2022-07-19 12:19:49
 Но каждый человек, встреченный нами, и каждое событие этих дней — всё говорило, что мы поступаем правильно, разрешив себе жить полной мерой: пугаться, когда становится страшно, плакать, когда нам больно, помогать, если больно и страшно другим, бороться, когда есть силы, и радоваться, даже если радость приходит во время войны. Когда дорогу во дворец бракосочетаний нам перекрыл катафалк, я совершенно не удивилась, услышав, что это к счастью.
Наша церемония прошла на грузинском языке, а за нашим свадебным столом пели грузинские песни. «Почему вы не говорите на русском? — настойчиво спрашивала работница нотариальной конторы, куда мы принесли документы. — Почему?» Мы вошли, задавая вопросы на английском.
Потому что давно живем за границей? Потому что Грузия — страна со своим языком? Потому что империя распахнула зловонные объятия, и мы гоним этот труп прочь? Оттого что в душе своей мы стыдимся его родства.
Мы были в Национальном музее Грузии и помимо старых кривых монет, сверкающих кубков, древних украшений, резного оружия и раскрошенных своим временем, склеенных заново и бестактно выставленных на всеобщее обозрение черепов первых людей — мы видели выставку, посвящённую годам Советской оккупации: её расстрельные вагоны, её расстрельные списки, её тюремные двери и фотографии её жертв. Экспозиция невосполнимого ущерба, не забытого горя, не признанного и не осуждённого зла — которое всё живет, и дышит, и мучается от пожирающего голода, и потому требует новых жертв.
Когда абзацами выше я написала, что мы никуда не бежали, то имела в виду лишь себя и — теперь уже — своего мужа. Наши друзья, вырвавшиеся к этой зелени, пряностям, музыке, полноводной Мтквари и веселым холмам из бетонной, ослепшей Москвы, признавались, что вместе с приглашением на свадьбу получили и приглашение к радости — разрешённой, оправданной и разумной. Когда дни в Тбилиси закончатся, им придётся вернуться в нашу родную страну, любить которую теперь приходится как душевнобольного родственника. И если не любить, то терпеть. Однако они могут вернуться.

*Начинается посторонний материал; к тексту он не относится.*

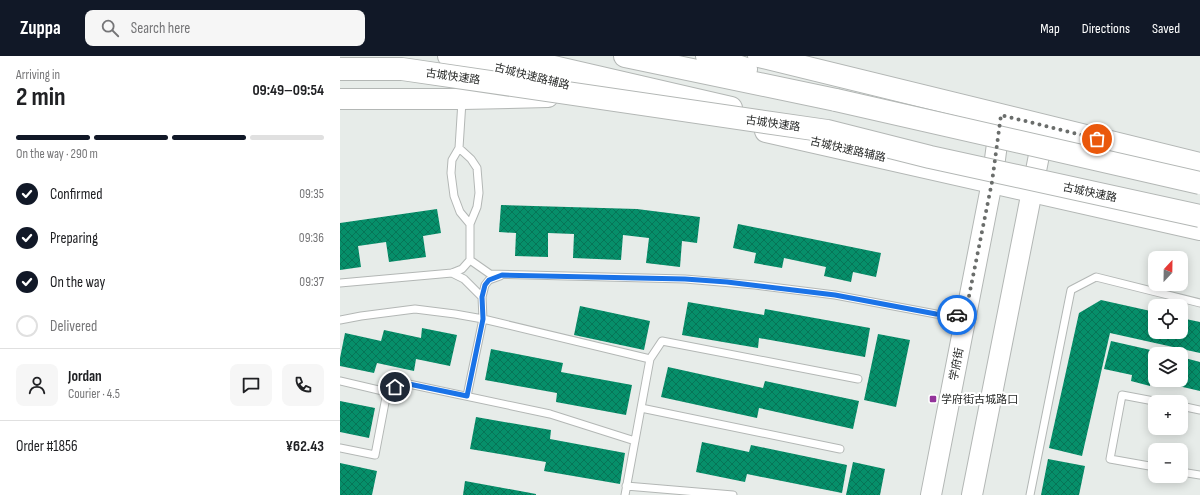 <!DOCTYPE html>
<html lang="en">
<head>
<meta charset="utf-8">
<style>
  body { margin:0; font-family:"Sofia Sans Condensed","Noto Sans SC",sans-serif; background:#f6f6f6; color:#202124; height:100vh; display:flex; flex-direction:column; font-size:15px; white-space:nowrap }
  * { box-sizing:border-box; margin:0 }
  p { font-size:13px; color:#757577 }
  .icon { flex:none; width:22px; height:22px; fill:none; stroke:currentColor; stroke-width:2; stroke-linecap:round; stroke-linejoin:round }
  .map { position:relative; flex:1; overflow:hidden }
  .drawer { display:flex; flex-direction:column; background:#fff; width:340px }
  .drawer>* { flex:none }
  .needle { width:26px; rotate:22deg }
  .controls { position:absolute; left:808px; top:195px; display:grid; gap:8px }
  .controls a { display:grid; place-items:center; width:40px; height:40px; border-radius:8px; background:#fff; box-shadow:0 2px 10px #0003; font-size:20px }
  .pin { position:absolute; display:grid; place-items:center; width:34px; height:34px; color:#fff; margin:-17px; border:2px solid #fff; border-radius:50%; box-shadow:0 1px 4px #0007 }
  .courier { position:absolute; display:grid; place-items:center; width:40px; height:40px; margin:-20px; border:3px solid #1a73e8; border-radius:50%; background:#fff; color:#222; box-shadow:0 1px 5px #0007 }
  .head em { font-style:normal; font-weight:700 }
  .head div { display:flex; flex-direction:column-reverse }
  .head { display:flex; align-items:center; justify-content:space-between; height:68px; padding:0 16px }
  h1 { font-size:26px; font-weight:700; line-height:30px }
  .bar { display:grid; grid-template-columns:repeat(4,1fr); gap:6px 4px; align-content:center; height:48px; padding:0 16px }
  .bar i { height:5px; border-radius:3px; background:#e0e0e0 }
  .bar .on { background:#111827 }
  .bar p { grid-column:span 4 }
  .line { display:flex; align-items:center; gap:10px; padding:0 16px; border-top:1px solid #e0e0e0 }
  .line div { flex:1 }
  .round { display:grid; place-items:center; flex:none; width:42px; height:42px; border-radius:8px; background:#f6f6f6 }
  ol { padding:0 16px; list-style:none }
  li { display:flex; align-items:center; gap:12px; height:44px }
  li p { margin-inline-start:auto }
  li .icon { padding:4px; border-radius:50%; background:#111827; color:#fff; stroke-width:4 }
  li:last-child { color:#757577 }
  li i { width:22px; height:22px; border:2px solid #e0e0e0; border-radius:50% }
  header { display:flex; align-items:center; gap:24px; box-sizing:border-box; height:56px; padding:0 20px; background:#111827; color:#fff }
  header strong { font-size:19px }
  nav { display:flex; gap:22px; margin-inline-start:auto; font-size:14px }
  .search { width:280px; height:36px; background:#f6f6f6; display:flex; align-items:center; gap:10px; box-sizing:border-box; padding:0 14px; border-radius:8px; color:#757577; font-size:15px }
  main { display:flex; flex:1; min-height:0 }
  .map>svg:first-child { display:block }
  .building { fill:url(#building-cross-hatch) }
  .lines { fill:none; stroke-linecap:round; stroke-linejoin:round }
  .service-casing { stroke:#b3b7b5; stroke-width:9 }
  .secondary-casing { stroke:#b3b7b5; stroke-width:22 }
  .primary-casing { stroke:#b3b7b5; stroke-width:24 }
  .trunk-casing { stroke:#b3b7b5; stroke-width:24 }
  .service { stroke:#fff; stroke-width:7 }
  .secondary { stroke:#fff; stroke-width:20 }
  .primary { stroke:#fff; stroke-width:22 }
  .trunk { stroke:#fff; stroke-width:22 }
  .trunk-bridge-casing { stroke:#b3b7b5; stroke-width:24; stroke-linecap:butt }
  .trunk-bridge { stroke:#fff; stroke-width:22 }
  .done { stroke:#6a6d6b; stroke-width:4; stroke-dasharray:0 7.2 }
  .route { stroke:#1a73e8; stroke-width:5 }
  .poi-dot { fill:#93339a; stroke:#fff; stroke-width:1.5 }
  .labels { text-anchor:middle; stroke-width:4; stroke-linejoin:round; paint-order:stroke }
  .street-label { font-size:11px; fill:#262827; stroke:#fff }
  .poi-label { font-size:11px; fill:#262827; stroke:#fff; text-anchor:start }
</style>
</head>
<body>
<header>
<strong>Zuppa</strong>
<div class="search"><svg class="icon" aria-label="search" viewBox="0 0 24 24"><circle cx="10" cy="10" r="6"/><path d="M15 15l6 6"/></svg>Search here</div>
<nav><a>Map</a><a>Directions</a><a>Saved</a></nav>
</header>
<main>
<section class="drawer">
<div class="head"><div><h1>2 min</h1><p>Arriving in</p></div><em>09:49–09:54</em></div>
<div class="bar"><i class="on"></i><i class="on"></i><i class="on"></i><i></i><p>On the way · 290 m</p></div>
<ol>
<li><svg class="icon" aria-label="check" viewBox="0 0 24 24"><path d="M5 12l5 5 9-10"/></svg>Confirmed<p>09:35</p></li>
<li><svg class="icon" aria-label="check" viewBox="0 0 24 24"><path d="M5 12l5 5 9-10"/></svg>Preparing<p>09:36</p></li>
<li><svg class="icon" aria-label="check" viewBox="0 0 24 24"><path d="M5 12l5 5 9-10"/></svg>On the way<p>09:37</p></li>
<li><i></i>Delivered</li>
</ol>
<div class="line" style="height:72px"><a class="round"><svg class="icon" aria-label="person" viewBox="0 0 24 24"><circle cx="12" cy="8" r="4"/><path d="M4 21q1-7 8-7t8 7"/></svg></a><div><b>Jordan</b><p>Courier · 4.5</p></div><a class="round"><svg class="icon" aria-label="chat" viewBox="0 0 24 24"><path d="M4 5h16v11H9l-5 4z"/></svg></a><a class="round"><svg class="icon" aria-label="phone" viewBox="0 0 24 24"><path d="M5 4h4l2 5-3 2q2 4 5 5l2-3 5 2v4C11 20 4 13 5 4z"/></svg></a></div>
<div class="line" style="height:52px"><div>Order #1856</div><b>¥62.43</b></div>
</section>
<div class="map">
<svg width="860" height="439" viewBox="0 0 860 439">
  <defs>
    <pattern id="building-cross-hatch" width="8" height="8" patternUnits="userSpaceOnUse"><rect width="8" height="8" fill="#068f6a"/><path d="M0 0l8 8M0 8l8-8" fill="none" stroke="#077557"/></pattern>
  </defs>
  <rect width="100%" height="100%" fill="#e7ece9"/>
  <path class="building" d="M161,149L297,153L360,161L357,187L342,185L340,211L306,207L309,182L283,179L281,204L233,202L234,178L208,177V201L175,200L176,177L159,176Z
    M97,153L101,177L83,180L86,201L49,206L46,186L18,190L21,211L0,214V167Z
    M398,168L541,197L536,221L513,216L511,226L484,220L486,211L444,202L442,212L414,207L416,197L393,192Z
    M761,244L815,256V276H841V262L860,266V297L770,277L742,400L709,392L739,257Z
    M348,246L424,259L425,253L530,272L525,301L419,282L418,292L342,279Z
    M240,250L310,265L304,294L234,279Z
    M82,272L117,279L110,310L76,303L74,315L37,307L34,317L0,310V302L5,277L41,285L44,274L81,282Z
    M538,278L570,284L556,351L524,344Z
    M771,285L824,297L815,298V324L811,323L810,330L791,325L792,319L764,313Z
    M151,293L223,307L221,316L292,329L286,359L216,346L217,337L145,324Z
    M841,301L860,306V335L817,325L841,324Z
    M328,311L423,332L425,325L519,345L513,373L419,352L417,362L321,341Z
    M0,345L35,352L29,382L0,376Z
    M136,361L211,374L210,383L285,397L280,428L204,415L206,406L130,393Z
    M362,386L409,396L411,389L507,409L502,437L407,418L405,426L356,416Z
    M708,403L745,410L739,439H701Z
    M513,406L545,413L540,439H506Z
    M0,407L37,415L32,439H0Z
    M125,425L196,438V439H123Z"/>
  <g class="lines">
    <g class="service-casing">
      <path id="service" d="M119,92L122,45
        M130,168L120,156L114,140L111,117L112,104L119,92L131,103L137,112L139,137L137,151L130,168V204
        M112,217L124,223L142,241
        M0,227L112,217L122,213L130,204L150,218L345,223L415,229L495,239L596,258L625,260
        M0,264L21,260L75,253L115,258L143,263L310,303L322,285L518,323
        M0,325L47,336L64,327L210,358L295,385
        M127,340L143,263L142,241L145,229L149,224L160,220
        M841,350L860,354
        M301,352L500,393
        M0,392L35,399L47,336
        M815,411L770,403L782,339L819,346
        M841,416L860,419
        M286,430L393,439
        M285,439L310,303
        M690,439L731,234L756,221L860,247"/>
    </g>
    <g class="secondary-casing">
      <path id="secondary" d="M0,43H123L208,41
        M591,439L652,126L660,65
        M632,439L704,74"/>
    </g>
    <g class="primary-casing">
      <path id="primary" d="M109,0L225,28
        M419,0L860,108
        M426,75L860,173"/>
    </g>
    <g class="trunk-casing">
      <path id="trunk" d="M166,0L391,52
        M285,0L496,44
        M367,0L406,13"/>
    </g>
    <use href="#service" class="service"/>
    <use href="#secondary" class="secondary"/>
    <use href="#primary" class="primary"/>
    <use href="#trunk" class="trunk"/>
    <g class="trunk-bridge-casing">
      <path id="trunk-bridge" d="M0,13H62L487,75L590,101L860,160
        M496,44L860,127"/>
    </g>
    <use href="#trunk-bridge" class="trunk-bridge"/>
  </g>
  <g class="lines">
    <path class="done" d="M617,259L625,260L652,126L661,59L757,83"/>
    <path class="route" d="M55,331L64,327L127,340L143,263L142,241L145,229L149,224L162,219L345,223L387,226L495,239L596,258L617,259"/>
  </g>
  <rect class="poi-dot" x="589" y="339" width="8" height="8" rx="2"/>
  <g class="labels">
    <g class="street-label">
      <text transform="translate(113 20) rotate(8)" y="4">古城快速路</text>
      <text transform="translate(192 20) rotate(14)" y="4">古城快速路辅路</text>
      <text transform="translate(433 67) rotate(8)" y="4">古城快速路</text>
      <text transform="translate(508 93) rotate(13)" y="4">古城快速路辅路</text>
      <text transform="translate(750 136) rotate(12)" y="4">古城快速路</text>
      <text transform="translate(616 308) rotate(-79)" y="4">学府街</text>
    </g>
    <g class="poi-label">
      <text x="601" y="347">学府街古城路口</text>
    </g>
  </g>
</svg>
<div class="controls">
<a><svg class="needle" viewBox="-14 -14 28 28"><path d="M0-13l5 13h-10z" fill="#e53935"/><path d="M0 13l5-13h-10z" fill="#757577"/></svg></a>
<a><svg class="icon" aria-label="locate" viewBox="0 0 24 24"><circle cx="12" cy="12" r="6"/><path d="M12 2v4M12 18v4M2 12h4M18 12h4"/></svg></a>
<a><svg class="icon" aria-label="layers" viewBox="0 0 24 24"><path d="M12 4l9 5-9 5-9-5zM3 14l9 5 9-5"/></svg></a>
<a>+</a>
<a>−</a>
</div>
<div class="pin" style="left:757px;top:83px;background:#ea580c"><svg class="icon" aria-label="bag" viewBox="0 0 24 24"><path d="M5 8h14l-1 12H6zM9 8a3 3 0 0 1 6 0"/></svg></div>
<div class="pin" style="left:55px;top:331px;background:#1f2937"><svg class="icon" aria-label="home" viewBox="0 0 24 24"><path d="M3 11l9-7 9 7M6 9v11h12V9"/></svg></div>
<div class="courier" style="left:617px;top:259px"><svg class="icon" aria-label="car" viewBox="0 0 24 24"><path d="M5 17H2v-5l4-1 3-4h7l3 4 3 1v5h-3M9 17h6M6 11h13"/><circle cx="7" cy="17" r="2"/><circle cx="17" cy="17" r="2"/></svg></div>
</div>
</main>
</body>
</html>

Среди нас были и те, кому возвращение заказано. Мой добрый друг, профессор Олег Лекманов и его супруга, моя близкая подруга Аня — этим летом живут в Мцхете, и ещё не знают, где они будут осенью, зимой и в следующем году. Олег вышел на площадь в первый же день войны и с тех пор не молчал ни дня. Его имя полощут на всех федеральных каналах. Я не могла быть рядом при рождении их сына Романа, потому что нас разделила пандемия. Но кто бы мог подумать, что мы встретимся в Грузии, куда я приеду выходить замуж, и где Аня с Олегом и щекастым Ромкой теперь живут в маленьком домике, со всех сторон окружённые виноградом, зелёным инжиром и заботой своего хозяина Гии.

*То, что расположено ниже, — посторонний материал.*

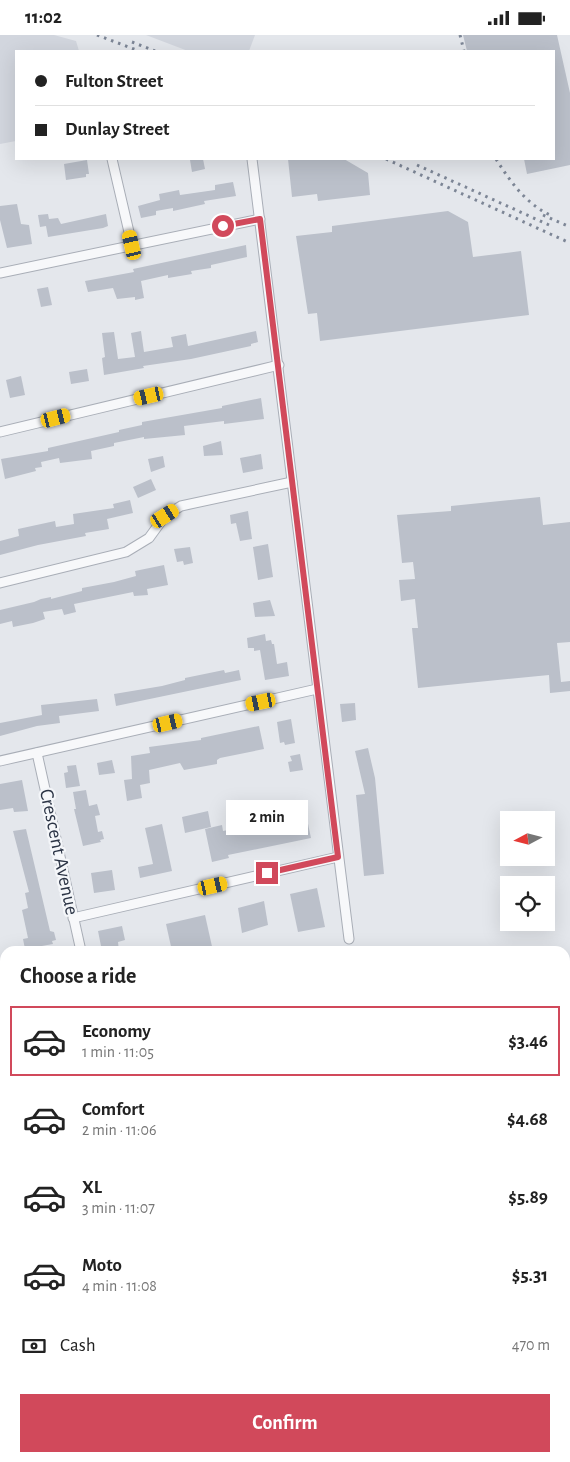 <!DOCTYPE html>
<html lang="en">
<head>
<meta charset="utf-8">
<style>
	:root { --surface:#fff; --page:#f2f2f2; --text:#222; --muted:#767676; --line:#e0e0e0; --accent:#d1495b }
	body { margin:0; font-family:"Alegreya Sans",sans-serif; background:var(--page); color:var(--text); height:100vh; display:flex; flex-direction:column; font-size:19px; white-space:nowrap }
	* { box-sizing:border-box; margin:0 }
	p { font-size:16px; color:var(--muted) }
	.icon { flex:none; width:28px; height:28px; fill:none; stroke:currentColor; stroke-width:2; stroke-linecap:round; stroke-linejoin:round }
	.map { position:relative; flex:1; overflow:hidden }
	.details { position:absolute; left:0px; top:911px; width:570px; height:516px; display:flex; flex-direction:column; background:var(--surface); border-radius:15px 15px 0 0; box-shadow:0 5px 20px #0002 }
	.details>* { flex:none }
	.top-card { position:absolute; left:15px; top:15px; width:540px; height:110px; border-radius:0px; box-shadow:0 5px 20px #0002; display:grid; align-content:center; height:110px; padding:0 20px; background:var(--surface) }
	.needle { width:32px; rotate:263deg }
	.tools { position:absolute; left:500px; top:776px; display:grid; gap:10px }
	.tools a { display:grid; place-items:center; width:55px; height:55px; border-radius:0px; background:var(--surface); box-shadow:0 5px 20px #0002; font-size:25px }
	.end { position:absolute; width:22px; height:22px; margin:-11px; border:6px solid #d1495b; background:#fff; box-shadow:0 0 0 2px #fff }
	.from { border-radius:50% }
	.bubble { position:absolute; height:35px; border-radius:0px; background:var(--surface); box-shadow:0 5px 20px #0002; font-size:16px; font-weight:700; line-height:35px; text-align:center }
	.car { position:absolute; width:15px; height:30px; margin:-15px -8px; border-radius:6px; box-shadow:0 0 4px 1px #0007; background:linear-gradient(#f5c518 24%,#345 0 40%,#f5c518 0 76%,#345 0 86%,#f5c518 0) }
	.top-card b { display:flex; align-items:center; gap:18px; height:48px; font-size:19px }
	.top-card b+b { border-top:1px solid var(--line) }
	.top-card i { width:12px; height:12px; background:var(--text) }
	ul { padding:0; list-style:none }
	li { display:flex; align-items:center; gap:15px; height:70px; margin:0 10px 8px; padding:0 10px; border:2px solid transparent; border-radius:0px }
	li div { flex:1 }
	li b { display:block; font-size:19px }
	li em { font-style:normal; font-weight:700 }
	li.active { border-color:var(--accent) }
	li>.icon { width:45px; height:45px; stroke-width:1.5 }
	h2 { padding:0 20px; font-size:22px; line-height:60px }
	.pay { display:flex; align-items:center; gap:12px; height:55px; padding:0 20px; font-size:19px }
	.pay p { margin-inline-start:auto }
	.button { display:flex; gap:10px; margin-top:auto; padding:10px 20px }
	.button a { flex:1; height:58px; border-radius:0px; background:var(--accent); color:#fff; font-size:20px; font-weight:700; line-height:58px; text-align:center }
	.status { display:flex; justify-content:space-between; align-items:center; height:35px; padding:0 25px; background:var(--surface); direction:ltr }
	.status svg { height:14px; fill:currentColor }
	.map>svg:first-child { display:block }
</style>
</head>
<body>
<div class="status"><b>11:02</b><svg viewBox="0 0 49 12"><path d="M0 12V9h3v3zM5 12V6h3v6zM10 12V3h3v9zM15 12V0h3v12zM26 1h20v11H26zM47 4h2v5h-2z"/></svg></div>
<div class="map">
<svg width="570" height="1427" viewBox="0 0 570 1427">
	<rect width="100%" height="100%" fill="#e4e7ec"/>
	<g fill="#d2d6de">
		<path d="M0,0H54L76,6L79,16H16V106L0,109Z"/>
		<path d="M146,0H255L249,16H188Z"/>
		<path d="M0,963L5,982V1422H565V1377L570,1386V1427H0Z"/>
	</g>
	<g fill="#bbc0ca">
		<path d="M463,0H557L570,58V130L527,139L524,124H554V16H467Z"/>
		<path d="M195,124H203L205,134L192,137L190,125Z"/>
		<path d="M288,124H344L368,138L370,160L318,166L317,159L292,162Z"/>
		<path d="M87,125L89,139H86V142L66,145L64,129Z"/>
		<path d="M233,147L236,161L204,166L205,169L173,176V173L156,176V180L141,183L138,171L160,165L159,159L179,155L180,160L215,155V150Z"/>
		<path d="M17,169L21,189L29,190L32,209L7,213L0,185V171Z"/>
		<path d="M448,176L468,187L473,222L521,216L529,280L320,306L317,278L308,279L296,201L332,197V191Z"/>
		<path d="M48,179L49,184L58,183L61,189L106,179L108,191L103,193L48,202L46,191L40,192L38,180Z"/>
		<path d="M246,210L247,222L211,230V233L191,236L192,239L168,243V240L141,246L144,263L135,265V262L117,264L113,253L88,257L85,246L134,237L133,234Z"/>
		<path d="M48,252L52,270L41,272L37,254Z"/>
		<path d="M141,296L144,317L173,312L171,302L186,299L188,311L256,296L258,307L251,309V311L191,324L143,331L144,333L104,340L102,323L105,322L102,298L114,297L118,324L135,322L131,298Z"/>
		<path d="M87,334L89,346L71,349L69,337Z"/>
		<path d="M21,341L25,360L10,363L6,345Z"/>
		<path d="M261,363L264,384L224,389V386L184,391L185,400L144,404V402L114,408V411L91,416L92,424L60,428L59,423L41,427L42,432L35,433L36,436L5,444L1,424L48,416V413L119,397V395L142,390V387L222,373V371Z"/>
		<path d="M221,406L223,420L204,421L203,411Z"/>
		<path d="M261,419L263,434L243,438L240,423Z"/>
		<path d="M163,421L165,432L151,437L148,424Z"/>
		<path d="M151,444L156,455L138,463L133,452Z"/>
		<path d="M540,462L543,490L570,487V607L557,608L561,647L570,646V656L550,658L549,640L418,653L412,593H418L415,564L401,566L399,545L415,544L413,527L402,528L397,480L451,476V471Z"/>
		<path d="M130,465L133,478L107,484L109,494L85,498L86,501L38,510L0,520V506L19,501L18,494L55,486L56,492L74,489L73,479L114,473L113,469Z"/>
		<path d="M248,476L252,504L240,506L236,488L231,489L230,480Z"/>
		<path d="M268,509L273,542L258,545L253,512Z"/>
		<path d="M190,512L193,528L184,530L183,526L177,527L174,514Z"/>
		<path d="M164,530L168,550L147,554L148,560L134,561L133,557L74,569L76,577L64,580L62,574L43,577L45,584L33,588L13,592L12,586L0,589V575L34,567L41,564L51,562V564L82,556V553L114,547L136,541L135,536Z"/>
		<path d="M270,565L275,581L255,582L253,568Z"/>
		<path d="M265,599L266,606L271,605L272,609H274L277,629L287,627L289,641L265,645L260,615L254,616V613H248L247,603Z"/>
		<path d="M224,635L225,638L239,635L241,645L116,671L114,659L162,651L185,645V643Z"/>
		<path d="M97,664L99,676L59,681L60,688L37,691L0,701V688L42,680L41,670Z"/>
		<path d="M355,668L356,685L342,687L340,669Z"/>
		<path d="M291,684L295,708L285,710L284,707L280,708L277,687Z"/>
		<path d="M259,691L264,714L220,723L217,725V729L184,735L180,728L149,735L150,748L140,750L142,763L127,766L124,745L132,744L131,721L150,718L149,712L201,705V703Z"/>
		<path d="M368,713L375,743L384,839L364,841L356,760L365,759L355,716Z"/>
		<path d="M300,719L303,735L290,737L288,727L292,726L290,721Z"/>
		<path d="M112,725L115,738L99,740L97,728Z"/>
		<path d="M76,730L80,751L66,753L64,738L68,737L67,731Z"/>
		<path d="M22,745L28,776L14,777L13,773L0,775V749Z"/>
		<path d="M86,755L89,771L97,769L100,780L95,781L98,797L102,796L104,804L100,805L101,807L83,811L74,774H76L73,757Z"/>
		<path d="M208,776L211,792L185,798L182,782Z"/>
		<path d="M306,779L311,803L228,820L229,823L212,827L205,794L222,790L223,796Z"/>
		<path d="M162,789L172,836L140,843L138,832L153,829L145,793Z"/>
		<path d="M26,794L50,896L54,897L56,905L52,906L53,909L25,914L23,904L28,903L22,875L28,873L25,858L29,857L13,796Z"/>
		<path d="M112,835L115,855L94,858L91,838Z"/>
		<path d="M317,853L325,892L298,897L290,859Z"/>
		<path d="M264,866L268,890L242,898L238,873Z"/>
		<path d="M205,880L213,916H172L166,889Z"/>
		<path d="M122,891L125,905L118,907L119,916H102L98,896Z"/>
	</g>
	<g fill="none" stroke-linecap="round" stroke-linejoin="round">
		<g stroke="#a9aeb7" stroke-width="11">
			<g id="street">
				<path d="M112,124L132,210"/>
				<path d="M252,124L349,904"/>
				<path d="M0,238L260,184"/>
				<path d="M0,397L279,330"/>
				<path d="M0,548L126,517L149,503L165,481L181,471L292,447"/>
				<path d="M37,718L81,916"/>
				<path d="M0,726L317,654"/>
				<path d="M73,883L338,822"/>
				<path d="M234,1427L242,1422"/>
			</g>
		</g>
		<use href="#street" stroke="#f7f8fa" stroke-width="9"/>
		<g stroke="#7d8696" stroke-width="3" stroke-dasharray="2.5 5" stroke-linecap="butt">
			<path d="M97,0L139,16"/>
			<path d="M460,0L464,16"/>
			<path d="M132,7L155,16"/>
			<path d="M386,124L570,208"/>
			<path d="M496,124C510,146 525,168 550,180"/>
			<path d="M417,130L549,190"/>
			<path d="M543,180L570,192"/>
		</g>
	</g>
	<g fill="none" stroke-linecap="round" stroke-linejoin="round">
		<path stroke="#d1495b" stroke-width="6" d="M223,191L260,184L338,822L267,838"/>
	</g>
	<g text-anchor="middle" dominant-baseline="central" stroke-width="4.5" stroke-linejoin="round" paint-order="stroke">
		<g font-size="20" fill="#2b3445" stroke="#f4f6f9">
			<text transform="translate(59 817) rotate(78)">Crescent Avenue</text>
		</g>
	</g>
</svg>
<div class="tools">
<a><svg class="needle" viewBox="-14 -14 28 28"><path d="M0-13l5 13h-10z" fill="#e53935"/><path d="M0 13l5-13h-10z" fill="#767676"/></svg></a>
<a><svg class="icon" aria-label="locate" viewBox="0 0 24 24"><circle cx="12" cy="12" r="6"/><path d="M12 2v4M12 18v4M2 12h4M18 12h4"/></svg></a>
</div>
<i class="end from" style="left:223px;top:191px"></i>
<i class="end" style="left:267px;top:838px"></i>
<div class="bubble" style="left:226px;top:765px;width:82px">2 min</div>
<i class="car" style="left:132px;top:210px;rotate:347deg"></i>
<i class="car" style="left:149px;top:361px;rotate:257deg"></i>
<i class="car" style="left:56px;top:383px;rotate:76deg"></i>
<i class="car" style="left:165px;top:481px;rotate:58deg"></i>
<i class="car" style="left:261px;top:667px;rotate:258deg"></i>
<i class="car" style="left:168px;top:688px;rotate:77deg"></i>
<i class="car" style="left:213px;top:851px;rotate:77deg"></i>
<div class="top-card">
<b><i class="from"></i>Fulton Street</b>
<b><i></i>Dunlay Street</b>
</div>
<section class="details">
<h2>Choose a ride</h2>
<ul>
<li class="active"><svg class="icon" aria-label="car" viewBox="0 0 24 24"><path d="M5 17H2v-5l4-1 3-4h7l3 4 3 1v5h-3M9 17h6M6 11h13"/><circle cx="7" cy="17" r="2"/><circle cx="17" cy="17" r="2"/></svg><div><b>Economy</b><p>1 min · 11:05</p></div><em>$3.46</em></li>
<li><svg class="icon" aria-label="car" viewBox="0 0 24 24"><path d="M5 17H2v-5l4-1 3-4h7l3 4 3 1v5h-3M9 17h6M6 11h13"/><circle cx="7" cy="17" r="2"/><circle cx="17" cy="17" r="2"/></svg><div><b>Comfort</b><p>2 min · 11:06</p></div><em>$4.68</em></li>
<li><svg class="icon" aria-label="car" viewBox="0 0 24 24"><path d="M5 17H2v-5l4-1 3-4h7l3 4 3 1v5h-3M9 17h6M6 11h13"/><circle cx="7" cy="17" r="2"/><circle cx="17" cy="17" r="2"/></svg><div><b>XL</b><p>3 min · 11:07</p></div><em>$5.89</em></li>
<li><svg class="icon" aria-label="car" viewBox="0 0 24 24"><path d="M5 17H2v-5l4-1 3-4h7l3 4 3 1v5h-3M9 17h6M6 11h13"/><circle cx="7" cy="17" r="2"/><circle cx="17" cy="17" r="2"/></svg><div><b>Moto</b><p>4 min · 11:08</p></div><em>$5.31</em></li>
</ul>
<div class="pay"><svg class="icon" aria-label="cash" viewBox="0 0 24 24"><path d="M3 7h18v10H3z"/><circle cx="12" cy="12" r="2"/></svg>Cash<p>470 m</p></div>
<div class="button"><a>Confirm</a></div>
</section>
</div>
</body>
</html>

На другой день после свадьбы мы приехали в Мцхету, и Олег показал нам собор Светицховели, где тем же утром крестили испуганного, наплакавшегося Ромку: мы рассматривали в бинокль фреску святого Христофора, изображённого с головой собаки, старательно обходили могильные плиты князей и среди них — актёра, сценариста, поэта Петра Грузинского — автора стихов к песне «Чито-гврито» из фильма «Мимино» (об этом нам рассказал Олег). На выходе из собора я зазевавшись уперлась в высокого старца в чёрных одеждах, который тут же начертил мне на лбу масленный крест и велел писать списки за здравие и за упокой, всучив две бумажки. «Вот он Ромку сегодня крестил», — шепнул мне Олег. Испугавшись грозного старца не меньше Ромки, я чуть было не спутала между мирами живых и мертвых всех своих родственников — и без того людей замысловатой судьбы.
И сейчас уже понимаю, что забыла упомянуть два имени, в эти дни особенно важные для меня. Моя свадьба случилась 12 июля, и 12 июля 2014 года из жизни ушла Валерия Ильинична Новодворская, с которой мне посчастливилось работать в журнале The New Times. Тут и там я вижу её цитаты в твитере — их теперь постят люди часто сильно моложе меня. Но десять лет назад мы хихикали на планерках под её мрачные предсказания.